Below are some lines of data. Return all of them as they are.

[Dataset excerpts]

┏━━

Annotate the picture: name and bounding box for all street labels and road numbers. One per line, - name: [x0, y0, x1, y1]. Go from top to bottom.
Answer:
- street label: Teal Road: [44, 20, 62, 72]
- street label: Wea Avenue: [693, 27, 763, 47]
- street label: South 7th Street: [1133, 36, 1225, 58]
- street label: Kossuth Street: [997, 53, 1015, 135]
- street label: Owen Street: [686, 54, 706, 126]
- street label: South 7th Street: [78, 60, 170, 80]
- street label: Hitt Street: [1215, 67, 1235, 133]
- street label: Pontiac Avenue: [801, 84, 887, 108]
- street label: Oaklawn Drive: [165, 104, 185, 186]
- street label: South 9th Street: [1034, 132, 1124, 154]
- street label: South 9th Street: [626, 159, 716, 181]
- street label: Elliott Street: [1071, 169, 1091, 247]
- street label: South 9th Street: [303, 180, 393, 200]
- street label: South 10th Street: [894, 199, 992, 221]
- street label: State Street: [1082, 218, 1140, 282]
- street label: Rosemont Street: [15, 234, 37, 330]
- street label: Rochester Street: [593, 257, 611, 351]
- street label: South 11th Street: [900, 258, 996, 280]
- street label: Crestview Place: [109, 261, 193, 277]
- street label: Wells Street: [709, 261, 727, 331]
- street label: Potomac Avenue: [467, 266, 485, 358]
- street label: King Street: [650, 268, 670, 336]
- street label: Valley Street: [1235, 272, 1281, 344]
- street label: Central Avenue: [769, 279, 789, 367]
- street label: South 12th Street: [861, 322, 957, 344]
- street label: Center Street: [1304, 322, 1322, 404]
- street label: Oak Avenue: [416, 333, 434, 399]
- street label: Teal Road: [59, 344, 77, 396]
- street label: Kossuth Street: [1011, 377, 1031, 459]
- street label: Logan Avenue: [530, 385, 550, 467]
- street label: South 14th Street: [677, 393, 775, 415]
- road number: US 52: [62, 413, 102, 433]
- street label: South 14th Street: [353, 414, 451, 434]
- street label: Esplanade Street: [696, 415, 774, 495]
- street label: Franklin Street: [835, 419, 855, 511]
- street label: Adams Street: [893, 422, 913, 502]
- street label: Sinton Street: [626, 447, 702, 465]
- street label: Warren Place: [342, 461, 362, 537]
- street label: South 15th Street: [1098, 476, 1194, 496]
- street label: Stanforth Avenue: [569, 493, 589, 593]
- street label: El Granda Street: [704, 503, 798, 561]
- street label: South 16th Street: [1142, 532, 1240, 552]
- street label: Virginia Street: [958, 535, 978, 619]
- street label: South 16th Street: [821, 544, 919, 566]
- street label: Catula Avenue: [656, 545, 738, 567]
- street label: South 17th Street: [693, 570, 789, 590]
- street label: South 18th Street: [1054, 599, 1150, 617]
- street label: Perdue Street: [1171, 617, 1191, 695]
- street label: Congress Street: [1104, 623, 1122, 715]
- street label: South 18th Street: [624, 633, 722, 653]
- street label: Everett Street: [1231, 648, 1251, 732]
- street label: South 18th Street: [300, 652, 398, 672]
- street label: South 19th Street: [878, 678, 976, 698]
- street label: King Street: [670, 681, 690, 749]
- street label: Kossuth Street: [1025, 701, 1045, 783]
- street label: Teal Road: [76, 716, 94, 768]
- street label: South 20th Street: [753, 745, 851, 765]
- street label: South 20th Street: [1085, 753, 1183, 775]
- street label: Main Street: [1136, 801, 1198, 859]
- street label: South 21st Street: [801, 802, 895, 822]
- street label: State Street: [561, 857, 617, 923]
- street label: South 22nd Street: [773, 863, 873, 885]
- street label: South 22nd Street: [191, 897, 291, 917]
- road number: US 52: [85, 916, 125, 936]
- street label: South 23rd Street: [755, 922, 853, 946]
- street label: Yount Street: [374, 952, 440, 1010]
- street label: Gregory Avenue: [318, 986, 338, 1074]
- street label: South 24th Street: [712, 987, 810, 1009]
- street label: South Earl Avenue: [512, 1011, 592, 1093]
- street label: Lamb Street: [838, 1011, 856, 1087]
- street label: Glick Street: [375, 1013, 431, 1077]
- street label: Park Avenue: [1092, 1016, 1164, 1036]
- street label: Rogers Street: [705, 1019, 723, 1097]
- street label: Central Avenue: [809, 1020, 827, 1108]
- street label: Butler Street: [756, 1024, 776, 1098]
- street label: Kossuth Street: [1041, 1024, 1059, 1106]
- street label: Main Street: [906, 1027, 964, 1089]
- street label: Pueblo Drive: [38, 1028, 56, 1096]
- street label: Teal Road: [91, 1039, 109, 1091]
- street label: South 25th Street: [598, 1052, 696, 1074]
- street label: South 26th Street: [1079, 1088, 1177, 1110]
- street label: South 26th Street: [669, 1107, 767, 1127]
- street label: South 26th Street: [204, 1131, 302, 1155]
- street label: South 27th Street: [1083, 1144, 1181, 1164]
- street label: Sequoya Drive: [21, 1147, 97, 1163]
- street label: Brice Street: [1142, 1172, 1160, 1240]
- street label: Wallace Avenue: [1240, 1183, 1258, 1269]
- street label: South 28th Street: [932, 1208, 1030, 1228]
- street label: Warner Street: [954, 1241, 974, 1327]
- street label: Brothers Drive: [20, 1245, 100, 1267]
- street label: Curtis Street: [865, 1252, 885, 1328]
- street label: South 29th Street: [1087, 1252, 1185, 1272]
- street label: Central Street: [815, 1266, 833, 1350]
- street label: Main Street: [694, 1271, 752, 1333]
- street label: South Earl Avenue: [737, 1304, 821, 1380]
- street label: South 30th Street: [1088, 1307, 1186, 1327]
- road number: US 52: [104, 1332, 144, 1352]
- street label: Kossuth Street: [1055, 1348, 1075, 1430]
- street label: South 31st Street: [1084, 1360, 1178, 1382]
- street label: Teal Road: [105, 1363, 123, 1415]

┗━━

**ANSWER SECTION**
Annotate the picture: name and bounding box for all street labels and road numbers. One per line, - name: [x0, y0, x1, y1]. Go from top to bottom.
Answer:
- street label: Teal Road: [44, 20, 62, 72]
- street label: Wea Avenue: [693, 27, 763, 47]
- street label: South 7th Street: [1133, 36, 1225, 58]
- street label: Kossuth Street: [997, 53, 1015, 135]
- street label: Owen Street: [686, 54, 706, 126]
- street label: South 7th Street: [78, 60, 170, 80]
- street label: Hitt Street: [1215, 67, 1235, 133]
- street label: Pontiac Avenue: [801, 84, 887, 108]
- street label: Oaklawn Drive: [165, 104, 185, 186]
- street label: South 9th Street: [1034, 132, 1124, 154]
- street label: South 9th Street: [626, 159, 716, 181]
- street label: Elliott Street: [1071, 169, 1091, 247]
- street label: South 9th Street: [303, 180, 393, 200]
- street label: South 10th Street: [894, 199, 992, 221]
- street label: State Street: [1082, 218, 1140, 282]
- street label: Rosemont Street: [15, 234, 37, 330]
- street label: Rochester Street: [593, 257, 611, 351]
- street label: South 11th Street: [900, 258, 996, 280]
- street label: Crestview Place: [109, 261, 193, 277]
- street label: Wells Street: [709, 261, 727, 331]
- street label: Potomac Avenue: [467, 266, 485, 358]
- street label: King Street: [650, 268, 670, 336]
- street label: Valley Street: [1235, 272, 1281, 344]
- street label: Central Avenue: [769, 279, 789, 367]
- street label: South 12th Street: [861, 322, 957, 344]
- street label: Center Street: [1304, 322, 1322, 404]
- street label: Oak Avenue: [416, 333, 434, 399]
- street label: Teal Road: [59, 344, 77, 396]
- street label: Kossuth Street: [1011, 377, 1031, 459]
- street label: Logan Avenue: [530, 385, 550, 467]
- street label: South 14th Street: [677, 393, 775, 415]
- road number: US 52: [62, 413, 102, 433]
- street label: South 14th Street: [353, 414, 451, 434]
- street label: Esplanade Street: [696, 415, 774, 495]
- street label: Franklin Street: [835, 419, 855, 511]
- street label: Adams Street: [893, 422, 913, 502]
- street label: Sinton Street: [626, 447, 702, 465]
- street label: Warren Place: [342, 461, 362, 537]
- street label: South 15th Street: [1098, 476, 1194, 496]
- street label: Stanforth Avenue: [569, 493, 589, 593]
- street label: El Granda Street: [704, 503, 798, 561]
- street label: South 16th Street: [1142, 532, 1240, 552]
- street label: Virginia Street: [958, 535, 978, 619]
- street label: South 16th Street: [821, 544, 919, 566]
- street label: Catula Avenue: [656, 545, 738, 567]
- street label: South 17th Street: [693, 570, 789, 590]
- street label: South 18th Street: [1054, 599, 1150, 617]
- street label: Perdue Street: [1171, 617, 1191, 695]
- street label: Congress Street: [1104, 623, 1122, 715]
- street label: South 18th Street: [624, 633, 722, 653]
- street label: Everett Street: [1231, 648, 1251, 732]
- street label: South 18th Street: [300, 652, 398, 672]
- street label: South 19th Street: [878, 678, 976, 698]
- street label: King Street: [670, 681, 690, 749]
- street label: Kossuth Street: [1025, 701, 1045, 783]
- street label: Teal Road: [76, 716, 94, 768]
- street label: South 20th Street: [753, 745, 851, 765]
- street label: South 20th Street: [1085, 753, 1183, 775]
- street label: Main Street: [1136, 801, 1198, 859]
- street label: South 21st Street: [801, 802, 895, 822]
- street label: State Street: [561, 857, 617, 923]
- street label: South 22nd Street: [773, 863, 873, 885]
- street label: South 22nd Street: [191, 897, 291, 917]
- road number: US 52: [85, 916, 125, 936]
- street label: South 23rd Street: [755, 922, 853, 946]
- street label: Yount Street: [374, 952, 440, 1010]
- street label: Gregory Avenue: [318, 986, 338, 1074]
- street label: South 24th Street: [712, 987, 810, 1009]
- street label: South Earl Avenue: [512, 1011, 592, 1093]
- street label: Lamb Street: [838, 1011, 856, 1087]
- street label: Glick Street: [375, 1013, 431, 1077]
- street label: Park Avenue: [1092, 1016, 1164, 1036]
- street label: Rogers Street: [705, 1019, 723, 1097]
- street label: Central Avenue: [809, 1020, 827, 1108]
- street label: Butler Street: [756, 1024, 776, 1098]
- street label: Kossuth Street: [1041, 1024, 1059, 1106]
- street label: Main Street: [906, 1027, 964, 1089]
- street label: Pueblo Drive: [38, 1028, 56, 1096]
- street label: Teal Road: [91, 1039, 109, 1091]
- street label: South 25th Street: [598, 1052, 696, 1074]
- street label: South 26th Street: [1079, 1088, 1177, 1110]
- street label: South 26th Street: [669, 1107, 767, 1127]
- street label: South 26th Street: [204, 1131, 302, 1155]
- street label: South 27th Street: [1083, 1144, 1181, 1164]
- street label: Sequoya Drive: [21, 1147, 97, 1163]
- street label: Brice Street: [1142, 1172, 1160, 1240]
- street label: Wallace Avenue: [1240, 1183, 1258, 1269]
- street label: South 28th Street: [932, 1208, 1030, 1228]
- street label: Warner Street: [954, 1241, 974, 1327]
- street label: Brothers Drive: [20, 1245, 100, 1267]
- street label: Curtis Street: [865, 1252, 885, 1328]
- street label: South 29th Street: [1087, 1252, 1185, 1272]
- street label: Central Street: [815, 1266, 833, 1350]
- street label: Main Street: [694, 1271, 752, 1333]
- street label: South Earl Avenue: [737, 1304, 821, 1380]
- street label: South 30th Street: [1088, 1307, 1186, 1327]
- road number: US 52: [104, 1332, 144, 1352]
- street label: Kossuth Street: [1055, 1348, 1075, 1430]
- street label: South 31st Street: [1084, 1360, 1178, 1382]
- street label: Teal Road: [105, 1363, 123, 1415]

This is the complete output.